In 1946, George Orwell [see note 3] produced the following advice:

i.
Never use a metaphor, simile or other figure of speech which you are used to seeing in print.

ii.
Never use a long word where a short one will do.

iii.
If it possible to cut a word out, always cut it out.

iv.
Never use the passive where you can use the active.

v.
Never use a foreign phrase, a scientific word or a jargon word if you can think of an everyday English equivalent.

vi.
 Break any of these rules sooner than say anything outright barbarous

A civil servant, Sir Ernest Gowers, was invited to produce a guide for improving ‘official’ English.
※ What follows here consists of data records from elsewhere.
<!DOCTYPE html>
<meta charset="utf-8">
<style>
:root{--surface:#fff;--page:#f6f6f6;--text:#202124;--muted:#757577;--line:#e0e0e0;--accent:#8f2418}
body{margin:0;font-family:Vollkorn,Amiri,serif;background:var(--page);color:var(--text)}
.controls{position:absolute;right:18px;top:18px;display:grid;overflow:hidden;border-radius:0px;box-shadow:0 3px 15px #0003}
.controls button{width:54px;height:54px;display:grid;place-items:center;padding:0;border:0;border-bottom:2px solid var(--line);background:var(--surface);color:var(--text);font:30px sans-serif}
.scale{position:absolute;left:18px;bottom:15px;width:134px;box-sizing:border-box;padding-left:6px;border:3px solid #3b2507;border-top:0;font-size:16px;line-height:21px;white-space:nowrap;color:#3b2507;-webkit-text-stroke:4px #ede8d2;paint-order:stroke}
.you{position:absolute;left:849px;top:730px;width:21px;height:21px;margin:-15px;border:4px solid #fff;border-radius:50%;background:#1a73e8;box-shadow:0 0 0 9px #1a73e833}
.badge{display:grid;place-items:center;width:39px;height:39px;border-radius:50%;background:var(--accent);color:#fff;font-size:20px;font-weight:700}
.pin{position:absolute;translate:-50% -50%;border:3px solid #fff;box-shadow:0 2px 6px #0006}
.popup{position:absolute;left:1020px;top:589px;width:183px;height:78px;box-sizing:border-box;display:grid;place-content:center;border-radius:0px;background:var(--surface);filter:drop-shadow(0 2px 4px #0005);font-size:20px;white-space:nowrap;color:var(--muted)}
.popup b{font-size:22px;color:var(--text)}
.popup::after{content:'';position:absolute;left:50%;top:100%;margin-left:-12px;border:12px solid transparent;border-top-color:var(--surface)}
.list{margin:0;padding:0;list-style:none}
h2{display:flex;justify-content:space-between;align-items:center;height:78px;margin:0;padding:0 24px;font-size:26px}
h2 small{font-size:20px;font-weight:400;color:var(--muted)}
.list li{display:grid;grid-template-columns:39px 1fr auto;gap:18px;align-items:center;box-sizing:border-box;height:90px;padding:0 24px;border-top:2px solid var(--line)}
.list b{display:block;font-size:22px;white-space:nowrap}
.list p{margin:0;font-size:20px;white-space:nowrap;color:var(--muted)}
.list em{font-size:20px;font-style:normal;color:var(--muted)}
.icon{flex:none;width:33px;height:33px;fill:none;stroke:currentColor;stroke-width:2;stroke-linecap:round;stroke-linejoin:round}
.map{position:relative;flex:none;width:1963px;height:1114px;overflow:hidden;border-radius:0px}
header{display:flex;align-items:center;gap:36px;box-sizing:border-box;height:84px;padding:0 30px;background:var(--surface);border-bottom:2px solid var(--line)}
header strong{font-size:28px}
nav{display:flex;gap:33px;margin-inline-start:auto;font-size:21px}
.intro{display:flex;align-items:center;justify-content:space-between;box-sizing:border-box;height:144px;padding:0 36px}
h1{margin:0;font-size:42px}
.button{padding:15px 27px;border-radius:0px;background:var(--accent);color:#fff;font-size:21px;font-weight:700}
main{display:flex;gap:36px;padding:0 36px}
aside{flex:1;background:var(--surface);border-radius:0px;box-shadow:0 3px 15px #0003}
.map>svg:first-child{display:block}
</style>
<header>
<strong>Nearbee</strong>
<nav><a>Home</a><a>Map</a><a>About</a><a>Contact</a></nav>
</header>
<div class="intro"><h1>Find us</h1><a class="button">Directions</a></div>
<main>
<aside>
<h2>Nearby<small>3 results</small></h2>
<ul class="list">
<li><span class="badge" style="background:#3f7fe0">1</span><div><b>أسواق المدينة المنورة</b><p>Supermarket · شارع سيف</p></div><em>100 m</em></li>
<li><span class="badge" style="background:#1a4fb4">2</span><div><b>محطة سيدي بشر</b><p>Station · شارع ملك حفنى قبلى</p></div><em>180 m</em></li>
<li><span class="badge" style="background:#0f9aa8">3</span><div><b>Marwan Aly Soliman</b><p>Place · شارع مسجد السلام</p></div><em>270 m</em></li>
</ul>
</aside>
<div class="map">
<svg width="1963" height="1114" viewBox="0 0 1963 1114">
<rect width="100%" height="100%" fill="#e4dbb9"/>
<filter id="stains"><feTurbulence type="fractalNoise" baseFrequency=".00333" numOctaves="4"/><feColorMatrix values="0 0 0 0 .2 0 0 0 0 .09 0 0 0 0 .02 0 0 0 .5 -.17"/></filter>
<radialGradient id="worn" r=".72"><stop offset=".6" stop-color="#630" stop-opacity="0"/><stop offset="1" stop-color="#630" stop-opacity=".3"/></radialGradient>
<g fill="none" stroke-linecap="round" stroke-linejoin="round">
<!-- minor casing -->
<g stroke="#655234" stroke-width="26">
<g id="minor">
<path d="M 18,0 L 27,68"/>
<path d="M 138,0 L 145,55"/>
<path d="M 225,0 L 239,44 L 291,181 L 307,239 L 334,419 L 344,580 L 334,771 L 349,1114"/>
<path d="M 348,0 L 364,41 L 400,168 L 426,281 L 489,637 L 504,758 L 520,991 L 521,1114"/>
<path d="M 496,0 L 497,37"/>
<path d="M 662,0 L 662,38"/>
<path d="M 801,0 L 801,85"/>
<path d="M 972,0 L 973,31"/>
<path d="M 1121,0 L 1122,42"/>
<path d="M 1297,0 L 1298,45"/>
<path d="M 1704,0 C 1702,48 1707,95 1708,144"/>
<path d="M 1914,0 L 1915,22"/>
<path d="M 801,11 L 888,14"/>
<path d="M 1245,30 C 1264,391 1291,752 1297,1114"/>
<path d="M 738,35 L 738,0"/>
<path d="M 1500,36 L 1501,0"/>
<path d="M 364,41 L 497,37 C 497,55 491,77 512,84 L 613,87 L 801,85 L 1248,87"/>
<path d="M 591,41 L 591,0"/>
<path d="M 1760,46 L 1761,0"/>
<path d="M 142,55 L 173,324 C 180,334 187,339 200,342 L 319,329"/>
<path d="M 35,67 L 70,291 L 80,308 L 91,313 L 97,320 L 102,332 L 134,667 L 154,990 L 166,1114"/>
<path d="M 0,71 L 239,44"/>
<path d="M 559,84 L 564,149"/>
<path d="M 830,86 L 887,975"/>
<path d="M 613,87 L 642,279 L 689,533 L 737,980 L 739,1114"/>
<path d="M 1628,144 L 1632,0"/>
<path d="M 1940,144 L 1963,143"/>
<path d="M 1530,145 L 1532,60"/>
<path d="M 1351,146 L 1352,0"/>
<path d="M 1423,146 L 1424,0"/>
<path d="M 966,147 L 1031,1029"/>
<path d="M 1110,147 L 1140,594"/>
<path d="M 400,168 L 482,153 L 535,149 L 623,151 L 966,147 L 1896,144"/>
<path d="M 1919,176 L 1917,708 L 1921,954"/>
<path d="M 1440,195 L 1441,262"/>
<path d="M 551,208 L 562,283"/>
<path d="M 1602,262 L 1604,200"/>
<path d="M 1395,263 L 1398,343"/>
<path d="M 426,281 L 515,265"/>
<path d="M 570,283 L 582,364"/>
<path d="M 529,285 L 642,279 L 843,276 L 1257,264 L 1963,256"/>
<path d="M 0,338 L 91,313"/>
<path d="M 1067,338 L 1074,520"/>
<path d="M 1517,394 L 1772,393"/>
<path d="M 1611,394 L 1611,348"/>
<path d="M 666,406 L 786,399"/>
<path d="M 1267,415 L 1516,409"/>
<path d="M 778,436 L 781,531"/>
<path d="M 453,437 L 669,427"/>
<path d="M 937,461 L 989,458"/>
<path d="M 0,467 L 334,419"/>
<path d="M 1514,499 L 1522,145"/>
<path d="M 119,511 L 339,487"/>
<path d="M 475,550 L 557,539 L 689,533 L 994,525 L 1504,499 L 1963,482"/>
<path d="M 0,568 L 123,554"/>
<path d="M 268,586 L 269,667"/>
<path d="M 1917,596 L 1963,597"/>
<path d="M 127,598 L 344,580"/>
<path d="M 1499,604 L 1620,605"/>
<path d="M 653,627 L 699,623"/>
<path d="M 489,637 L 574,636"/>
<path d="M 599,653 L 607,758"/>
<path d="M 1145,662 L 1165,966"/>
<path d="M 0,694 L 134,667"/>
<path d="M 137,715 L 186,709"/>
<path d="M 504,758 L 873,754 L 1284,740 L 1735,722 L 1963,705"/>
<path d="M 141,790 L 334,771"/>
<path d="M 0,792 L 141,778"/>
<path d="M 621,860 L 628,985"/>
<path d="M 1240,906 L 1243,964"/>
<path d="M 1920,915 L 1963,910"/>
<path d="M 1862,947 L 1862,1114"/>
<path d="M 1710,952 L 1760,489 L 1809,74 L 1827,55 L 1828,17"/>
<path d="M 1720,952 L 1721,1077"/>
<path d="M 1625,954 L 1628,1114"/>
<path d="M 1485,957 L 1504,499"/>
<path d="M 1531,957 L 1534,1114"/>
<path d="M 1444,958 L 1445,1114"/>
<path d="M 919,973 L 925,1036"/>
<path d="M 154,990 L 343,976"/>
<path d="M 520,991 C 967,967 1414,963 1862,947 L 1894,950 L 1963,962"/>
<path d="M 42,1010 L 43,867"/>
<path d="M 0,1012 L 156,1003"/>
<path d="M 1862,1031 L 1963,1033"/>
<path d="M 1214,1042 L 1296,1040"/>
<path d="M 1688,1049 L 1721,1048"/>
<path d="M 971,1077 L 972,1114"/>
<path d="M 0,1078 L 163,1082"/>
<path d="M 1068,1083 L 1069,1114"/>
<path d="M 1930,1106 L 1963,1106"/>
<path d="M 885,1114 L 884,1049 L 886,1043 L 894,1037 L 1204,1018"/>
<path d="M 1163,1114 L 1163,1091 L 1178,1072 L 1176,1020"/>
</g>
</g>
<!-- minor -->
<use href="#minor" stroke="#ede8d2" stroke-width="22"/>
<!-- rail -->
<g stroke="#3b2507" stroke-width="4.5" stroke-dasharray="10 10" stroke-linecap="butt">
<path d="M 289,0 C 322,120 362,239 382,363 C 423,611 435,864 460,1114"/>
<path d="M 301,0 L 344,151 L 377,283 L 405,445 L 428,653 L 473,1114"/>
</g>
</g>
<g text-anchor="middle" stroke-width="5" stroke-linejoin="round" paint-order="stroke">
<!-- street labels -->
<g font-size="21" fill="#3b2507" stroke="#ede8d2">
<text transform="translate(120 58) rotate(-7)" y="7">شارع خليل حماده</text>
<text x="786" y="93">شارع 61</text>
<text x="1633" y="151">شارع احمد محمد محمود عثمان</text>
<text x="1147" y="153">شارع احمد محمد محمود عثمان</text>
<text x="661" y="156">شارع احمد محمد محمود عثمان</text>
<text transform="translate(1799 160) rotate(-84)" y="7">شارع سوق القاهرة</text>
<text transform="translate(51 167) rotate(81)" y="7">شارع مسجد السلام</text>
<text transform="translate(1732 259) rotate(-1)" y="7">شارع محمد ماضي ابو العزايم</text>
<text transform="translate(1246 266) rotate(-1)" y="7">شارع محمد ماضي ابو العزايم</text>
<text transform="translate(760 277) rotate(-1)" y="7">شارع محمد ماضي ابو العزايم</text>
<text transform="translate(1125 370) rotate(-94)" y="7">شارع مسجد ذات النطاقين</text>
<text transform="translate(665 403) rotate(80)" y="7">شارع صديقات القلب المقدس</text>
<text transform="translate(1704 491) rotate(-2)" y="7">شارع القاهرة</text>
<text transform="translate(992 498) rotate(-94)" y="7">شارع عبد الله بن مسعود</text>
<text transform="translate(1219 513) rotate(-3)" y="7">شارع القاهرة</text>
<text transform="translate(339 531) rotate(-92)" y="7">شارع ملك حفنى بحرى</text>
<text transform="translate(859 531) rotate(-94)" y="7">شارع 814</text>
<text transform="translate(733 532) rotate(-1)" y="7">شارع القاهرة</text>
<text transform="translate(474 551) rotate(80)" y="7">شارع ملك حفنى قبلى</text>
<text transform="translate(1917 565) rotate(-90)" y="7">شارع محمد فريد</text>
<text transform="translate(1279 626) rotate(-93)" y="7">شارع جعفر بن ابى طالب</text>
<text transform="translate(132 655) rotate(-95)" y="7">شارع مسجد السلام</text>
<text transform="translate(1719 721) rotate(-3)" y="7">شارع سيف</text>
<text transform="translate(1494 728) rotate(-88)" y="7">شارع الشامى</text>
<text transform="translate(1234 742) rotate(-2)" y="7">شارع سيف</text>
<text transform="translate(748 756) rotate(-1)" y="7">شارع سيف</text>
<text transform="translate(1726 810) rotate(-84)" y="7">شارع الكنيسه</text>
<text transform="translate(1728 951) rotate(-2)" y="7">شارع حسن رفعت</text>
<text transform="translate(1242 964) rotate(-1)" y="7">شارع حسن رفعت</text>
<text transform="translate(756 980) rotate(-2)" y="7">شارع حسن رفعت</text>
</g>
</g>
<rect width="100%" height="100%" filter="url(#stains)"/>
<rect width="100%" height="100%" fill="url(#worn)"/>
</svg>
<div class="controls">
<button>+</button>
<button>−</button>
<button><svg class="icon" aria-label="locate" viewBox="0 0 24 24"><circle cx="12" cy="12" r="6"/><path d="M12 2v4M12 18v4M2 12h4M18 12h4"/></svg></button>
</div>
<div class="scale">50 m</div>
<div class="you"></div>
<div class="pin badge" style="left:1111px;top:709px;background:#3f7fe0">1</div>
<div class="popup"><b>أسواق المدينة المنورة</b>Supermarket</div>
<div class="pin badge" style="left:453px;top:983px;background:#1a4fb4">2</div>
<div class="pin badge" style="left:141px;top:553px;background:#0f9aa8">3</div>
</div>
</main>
An immediate success, it was published in 1948 as Plain Words: A Guide to the Use of English‘. Extended and revised, this has been in print ever since [see note 4]. Gowers’s advice, similar to Orwell’s, was:

Use no more words than are necessary to express your meaning, for if you use more you are likely to obscure it and tire your reader.

Use familiar words rather than the far fetched, if they express your meaning equally well; for the familiar are more likely to be readily understood.

Use words with a precise meaning, rather than those that are vague, for the precise will obviously serve better to make your meaning clear.


Some people think that ‘plain English’ stunts creativity and produces sterile results. This is not automatically so.  But there is a risk that over-simplification can lose meaning just as easily as over-complication can hide it.  

When writing a report, the analyst needs to strike a balance. A report needs to communicate effectively. It does not need to compete with the great works of poetry or literature.



Note 1

Note 2

Note 3
George Orwell. Politics and the English Language.1946.

Note 4
Gowers, Ernest (1948). Plain Words: A Guide to the Use of English. HMSO
Gowers, Ernest (1951). ABC of Plain Words. HMSO
Gowers, Ernest (1954). The Complete Plain Words. HMSO
Gowers, Ernest, Rebecca Gowers (2014). Plain Words Particular,  (Penguin). ISBN 0141975539.